**Work request:**
From the first line to the last, output the material exactly.

**Data shown:**

====================

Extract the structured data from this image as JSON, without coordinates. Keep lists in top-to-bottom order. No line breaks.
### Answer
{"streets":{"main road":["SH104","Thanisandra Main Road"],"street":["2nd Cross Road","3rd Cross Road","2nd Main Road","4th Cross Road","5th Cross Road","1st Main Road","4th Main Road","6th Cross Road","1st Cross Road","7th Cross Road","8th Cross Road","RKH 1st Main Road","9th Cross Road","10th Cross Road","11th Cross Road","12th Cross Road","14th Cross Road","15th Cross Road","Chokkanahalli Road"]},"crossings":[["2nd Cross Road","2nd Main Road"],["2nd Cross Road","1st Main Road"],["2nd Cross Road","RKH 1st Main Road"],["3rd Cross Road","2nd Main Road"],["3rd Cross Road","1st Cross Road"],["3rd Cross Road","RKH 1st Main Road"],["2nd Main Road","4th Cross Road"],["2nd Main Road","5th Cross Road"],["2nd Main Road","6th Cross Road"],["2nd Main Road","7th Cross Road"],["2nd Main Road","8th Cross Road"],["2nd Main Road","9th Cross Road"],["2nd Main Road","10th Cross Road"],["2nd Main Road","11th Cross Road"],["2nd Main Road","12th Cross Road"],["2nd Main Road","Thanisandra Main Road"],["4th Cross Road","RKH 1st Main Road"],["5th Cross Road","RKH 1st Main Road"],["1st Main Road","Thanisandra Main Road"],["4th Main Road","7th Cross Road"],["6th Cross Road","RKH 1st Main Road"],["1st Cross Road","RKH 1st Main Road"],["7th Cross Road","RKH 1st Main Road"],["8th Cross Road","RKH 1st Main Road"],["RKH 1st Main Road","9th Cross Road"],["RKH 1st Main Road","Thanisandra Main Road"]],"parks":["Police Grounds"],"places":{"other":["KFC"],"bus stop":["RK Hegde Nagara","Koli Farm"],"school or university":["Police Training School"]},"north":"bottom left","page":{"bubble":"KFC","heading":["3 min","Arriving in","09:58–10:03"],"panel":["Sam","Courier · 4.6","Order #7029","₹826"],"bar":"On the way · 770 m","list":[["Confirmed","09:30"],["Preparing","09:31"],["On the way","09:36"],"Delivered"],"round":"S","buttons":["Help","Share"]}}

====================

**The completed task:**
Extract the structured data from this image as JSON, without coordinates. Keep lists in top-to-bottom order. No line breaks.
### Answer
{"streets":{"main road":["SH104","Thanisandra Main Road"],"street":["2nd Cross Road","3rd Cross Road","2nd Main Road","4th Cross Road","5th Cross Road","1st Main Road","4th Main Road","6th Cross Road","1st Cross Road","7th Cross Road","8th Cross Road","RKH 1st Main Road","9th Cross Road","10th Cross Road","11th Cross Road","12th Cross Road","14th Cross Road","15th Cross Road","Chokkanahalli Road"]},"crossings":[["2nd Cross Road","2nd Main Road"],["2nd Cross Road","1st Main Road"],["2nd Cross Road","RKH 1st Main Road"],["3rd Cross Road","2nd Main Road"],["3rd Cross Road","1st Cross Road"],["3rd Cross Road","RKH 1st Main Road"],["2nd Main Road","4th Cross Road"],["2nd Main Road","5th Cross Road"],["2nd Main Road","6th Cross Road"],["2nd Main Road","7th Cross Road"],["2nd Main Road","8th Cross Road"],["2nd Main Road","9th Cross Road"],["2nd Main Road","10th Cross Road"],["2nd Main Road","11th Cross Road"],["2nd Main Road","12th Cross Road"],["2nd Main Road","Thanisandra Main Road"],["4th Cross Road","RKH 1st Main Road"],["5th Cross Road","RKH 1st Main Road"],["1st Main Road","Thanisandra Main Road"],["4th Main Road","7th Cross Road"],["6th Cross Road","RKH 1st Main Road"],["1st Cross Road","RKH 1st Main Road"],["7th Cross Road","RKH 1st Main Road"],["8th Cross Road","RKH 1st Main Road"],["RKH 1st Main Road","9th Cross Road"],["RKH 1st Main Road","Thanisandra Main Road"]],"parks":["Police Grounds"],"places":{"other":["KFC"],"bus stop":["RK Hegde Nagara","Koli Farm"],"school or university":["Police Training School"]},"north":"bottom left","page":{"bubble":"KFC","heading":["3 min","Arriving in","09:58–10:03"],"panel":["Sam","Courier · 4.6","Order #7029","₹826"],"bar":"On the way · 770 m","list":[["Confirmed","09:30"],["Preparing","09:31"],["On the way","09:36"],"Delivered"],"round":"S","buttons":["Help","Share"]}}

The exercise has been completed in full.